Settlement, para. 2, pp. 2-3. Clearly, this provision does not address the issue of which court has jurisdiction. The second reference is even less helpful to Waste Management's position. This reference calls for the U.S. EPA to amend the regulation to provide permit applicants an opportunity to respond to a U.S. EPA "comment" that a draft permit did not meet the requirements of state law. The proposed revision also provided that the U.S. EPA's notification to the permittee that it had decided to withdraw or not to withdraw the comment would be deemed final agency action. Agreement, Exh. C, Issue 21b at para. 1(e). However, the agreement also provided for a preamble to section 271.19, "indicating that final agency action is only one of the prerequisites for judicial review and that the last sentence of paragraph (e) does not purport to address other aspects of jurisdiction.. . ." Id. at para. 2 (emphasis added). For reasons that are not clear, the U.S. EPA never amended the regulation as promised, but even an amended regulation would not affect the jurisdiction issue.
Waste Management's second argument in favor of our jurisdiction is based on a district court's expertise in finding facts. Waste Management argues that its sixth claim for relief will require the resolution of various factual issues, and that jurisdiction should therefore be in this Court. While that may be true in ambiguous cases, cf. Indiana & Michigan Electric Co. v. United States Environmental Protection Agency, 733 F.2d 489, 491 (7th Cir. 1984) (jurisdiction was in the court of appeals because there were no additional facts to be found), where Congress has spoken clearly, "it is not our task to determine which would be the ideal forum for judicial review." Harrison v. PPG Industries, Inc., 446 U.S. 578, 593, 100 S. Ct. 1889, 1898, 64 L. Ed. 2d 525 (1980). Moreover, if factfinding is necessary, RCRA section 7006(a)(2) provides that a court may order the U.S. EPA to take evidence and make factual determinations. 42 U.S.C. § 6976(a)(2). Most importantly, there appears to be no need for factfinding. Waste Management's sixth claim for relief asserts that "by imposing . . . conditions not required by . . . the Illinois hazardous waste regulatory program . . . [the U.S. EPA] has acted arbitrarily, capriciously, in abuse of its discretion or otherwise not in accordance with the law." The claim is not that the U.S. EPA's actions are arbitrary or capricious because of certain facts about the hydrogeology of the CID site, a matter outside the normal expertise of the District of Columbia Circuit or, for that matter, of this Court. Rather, the claim is that the U.S. EPA has acted arbitrarily or capriciously in imposing conditions not required by state law. This is a matter of law, and in matters of law, the District of Columbia Circuit is at least as competent as we are.
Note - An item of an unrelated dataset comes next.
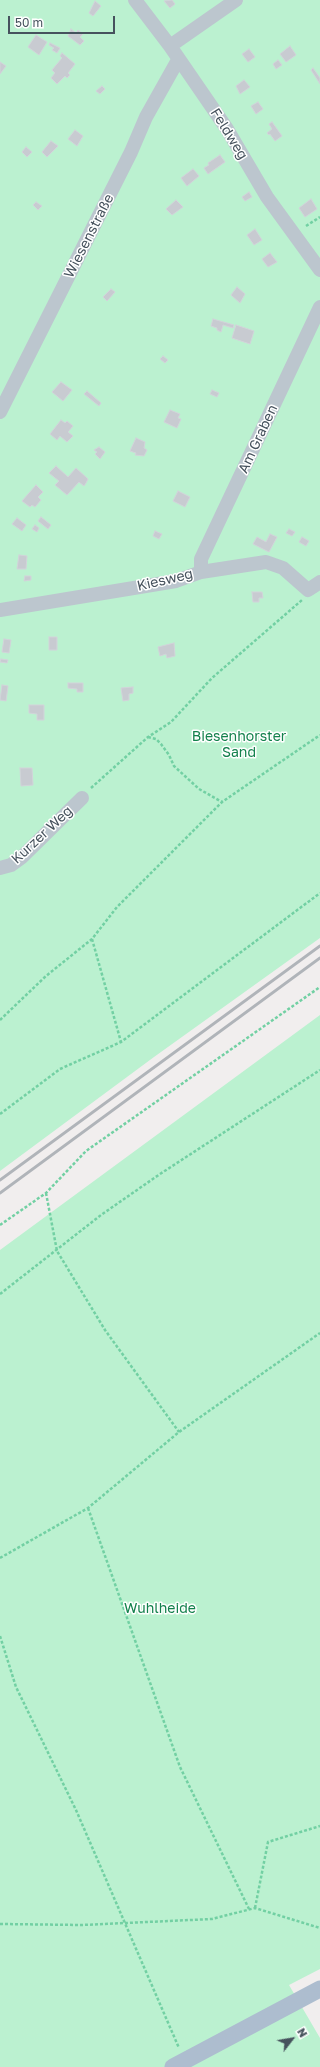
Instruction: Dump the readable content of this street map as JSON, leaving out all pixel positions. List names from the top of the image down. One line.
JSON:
{"streets":{"lane":["Feldweg","Wiesenstraße","Am Graben","Kiesweg","Kurzer Weg"]},"crossings":[["Feldweg","Wiesenstraße"],["Am Graben","Kiesweg"]],"parks":["Biesenhorster Sand","Wuhlheide"],"scale_bar":"50 m","north":"top right"}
We conclude, therefore, that jurisdiction does not lie in this Court but in the Court of Appeals for the District of Columbia Circuit.
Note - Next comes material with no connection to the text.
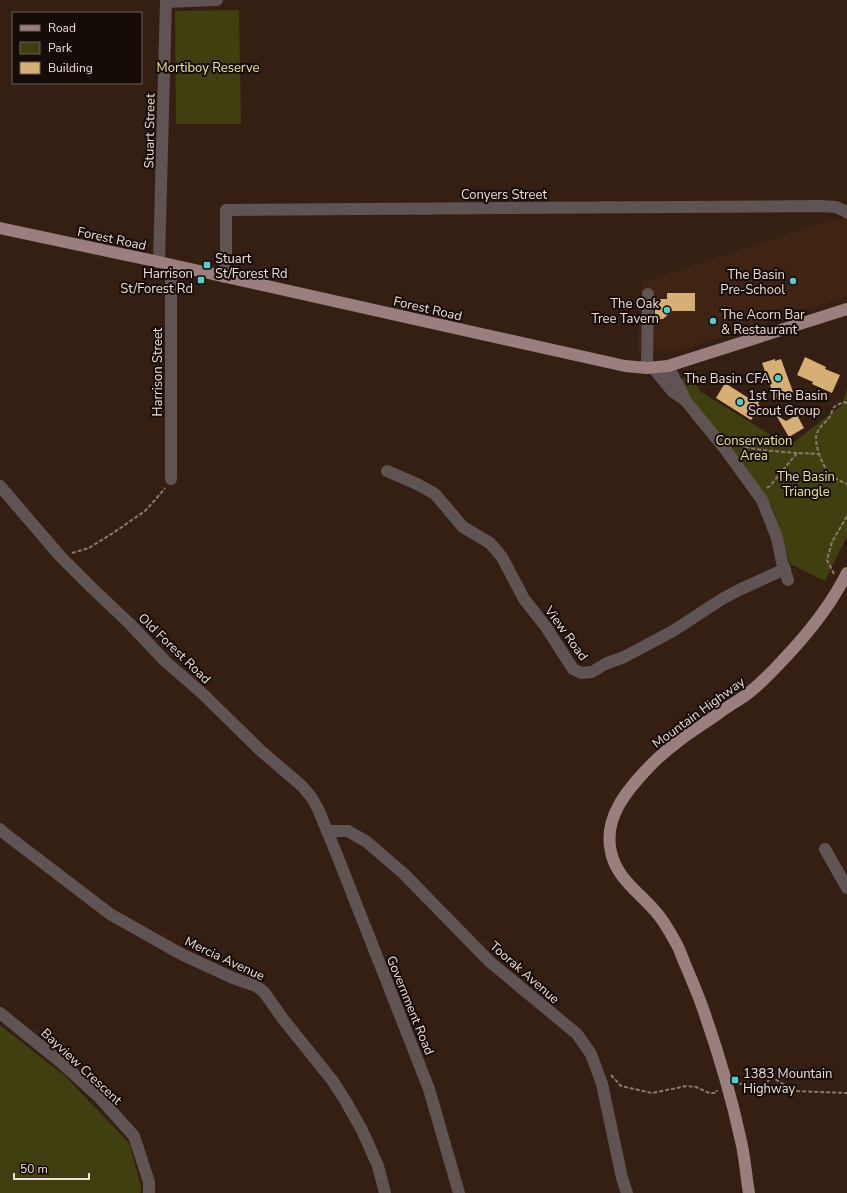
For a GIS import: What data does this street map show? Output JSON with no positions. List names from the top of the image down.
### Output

Waste Management has asked us to transfer the case, rather than dismissing it, "in the interest of justice" pursuant to 28 U.S.C. § 1631. We agree that this is the best course. With the difficult jurisdictional issues involved here, Waste Management's filing in this Court was an "understandable mistake," and "no purpose would be served in dismissing" the claim. Five Flags Pipe Line Co. v. Department of Transportation, 272 U.S. App. D.C. 221, 854 F.2d 1438, 1442 (D.C. Cir. 1988).
For the reasons set forth above, and in the interest of justice, we transfer this case to the United States Court of Appeals for the District of Columbia Circuit. The Clerk of the Court is ordered to transfer the case file to that court ten days after the issuance of this opinion. It is so ordered.